- _EXERCISE INPUTS_
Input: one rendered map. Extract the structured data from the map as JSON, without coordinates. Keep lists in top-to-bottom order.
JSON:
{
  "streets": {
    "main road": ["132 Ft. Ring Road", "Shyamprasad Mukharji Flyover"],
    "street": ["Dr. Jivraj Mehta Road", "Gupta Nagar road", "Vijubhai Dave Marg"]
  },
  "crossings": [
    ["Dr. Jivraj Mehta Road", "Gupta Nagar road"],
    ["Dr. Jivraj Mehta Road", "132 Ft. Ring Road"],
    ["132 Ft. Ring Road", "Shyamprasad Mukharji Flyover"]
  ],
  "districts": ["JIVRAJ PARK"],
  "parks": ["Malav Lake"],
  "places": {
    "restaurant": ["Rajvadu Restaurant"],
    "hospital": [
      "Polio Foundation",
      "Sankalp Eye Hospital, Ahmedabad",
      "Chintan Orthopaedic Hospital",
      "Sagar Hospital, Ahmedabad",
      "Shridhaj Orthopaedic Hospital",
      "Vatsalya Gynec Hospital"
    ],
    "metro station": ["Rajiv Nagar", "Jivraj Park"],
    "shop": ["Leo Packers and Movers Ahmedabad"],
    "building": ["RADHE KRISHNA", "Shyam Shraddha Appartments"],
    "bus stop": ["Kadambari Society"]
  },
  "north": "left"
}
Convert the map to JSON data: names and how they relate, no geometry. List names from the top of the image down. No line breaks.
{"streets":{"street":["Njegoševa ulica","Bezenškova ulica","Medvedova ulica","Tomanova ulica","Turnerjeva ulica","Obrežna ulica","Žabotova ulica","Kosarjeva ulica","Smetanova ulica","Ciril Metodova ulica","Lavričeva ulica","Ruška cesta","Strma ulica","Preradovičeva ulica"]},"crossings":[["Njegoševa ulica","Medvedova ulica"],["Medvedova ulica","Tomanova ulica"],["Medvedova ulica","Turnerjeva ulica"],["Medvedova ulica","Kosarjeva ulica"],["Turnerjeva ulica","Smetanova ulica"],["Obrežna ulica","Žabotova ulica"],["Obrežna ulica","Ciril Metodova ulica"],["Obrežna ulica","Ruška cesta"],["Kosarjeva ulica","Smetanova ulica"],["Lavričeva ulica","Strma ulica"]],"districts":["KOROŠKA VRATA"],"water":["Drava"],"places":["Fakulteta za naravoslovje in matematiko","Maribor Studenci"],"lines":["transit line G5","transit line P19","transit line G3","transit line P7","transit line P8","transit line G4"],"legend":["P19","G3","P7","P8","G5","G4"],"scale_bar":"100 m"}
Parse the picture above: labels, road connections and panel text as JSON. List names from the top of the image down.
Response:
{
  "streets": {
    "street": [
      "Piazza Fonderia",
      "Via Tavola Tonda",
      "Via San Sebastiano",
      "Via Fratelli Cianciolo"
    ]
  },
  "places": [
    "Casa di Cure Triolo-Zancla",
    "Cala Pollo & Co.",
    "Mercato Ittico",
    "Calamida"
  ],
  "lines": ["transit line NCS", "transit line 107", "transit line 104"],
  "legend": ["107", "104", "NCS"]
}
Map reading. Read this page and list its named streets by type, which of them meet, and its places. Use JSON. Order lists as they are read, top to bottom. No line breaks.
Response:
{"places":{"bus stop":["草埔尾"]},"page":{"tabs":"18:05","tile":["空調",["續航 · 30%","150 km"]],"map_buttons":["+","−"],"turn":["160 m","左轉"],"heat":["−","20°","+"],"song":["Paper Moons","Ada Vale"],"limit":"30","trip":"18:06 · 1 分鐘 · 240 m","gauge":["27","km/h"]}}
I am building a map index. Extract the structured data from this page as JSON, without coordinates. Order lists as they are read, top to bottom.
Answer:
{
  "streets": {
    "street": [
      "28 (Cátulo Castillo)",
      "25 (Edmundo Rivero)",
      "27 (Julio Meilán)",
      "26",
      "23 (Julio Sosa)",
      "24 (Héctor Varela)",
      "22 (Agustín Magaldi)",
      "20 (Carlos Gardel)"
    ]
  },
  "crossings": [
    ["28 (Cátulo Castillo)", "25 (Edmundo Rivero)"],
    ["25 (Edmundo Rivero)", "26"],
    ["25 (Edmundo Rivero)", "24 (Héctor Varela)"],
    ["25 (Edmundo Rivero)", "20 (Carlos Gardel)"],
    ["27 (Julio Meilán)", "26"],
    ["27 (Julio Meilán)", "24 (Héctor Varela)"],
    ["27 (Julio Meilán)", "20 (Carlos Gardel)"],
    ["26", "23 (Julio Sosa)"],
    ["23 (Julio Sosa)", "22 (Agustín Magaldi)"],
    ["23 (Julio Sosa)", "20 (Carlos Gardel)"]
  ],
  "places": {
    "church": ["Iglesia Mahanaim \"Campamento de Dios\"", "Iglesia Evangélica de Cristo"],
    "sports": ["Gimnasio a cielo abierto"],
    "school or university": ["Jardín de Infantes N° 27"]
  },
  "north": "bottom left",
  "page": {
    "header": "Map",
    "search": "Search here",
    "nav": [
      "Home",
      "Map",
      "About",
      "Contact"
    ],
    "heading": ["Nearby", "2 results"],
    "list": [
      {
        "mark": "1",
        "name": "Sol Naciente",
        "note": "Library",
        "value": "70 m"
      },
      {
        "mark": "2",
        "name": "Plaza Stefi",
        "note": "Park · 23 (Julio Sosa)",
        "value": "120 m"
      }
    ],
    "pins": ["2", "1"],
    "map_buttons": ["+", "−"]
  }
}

- _WHAT NEEDS TO BE DONE_
In how many lines of the material does the string "Orthopaedic" appear? Reply with the number only.

- _RESULT_
2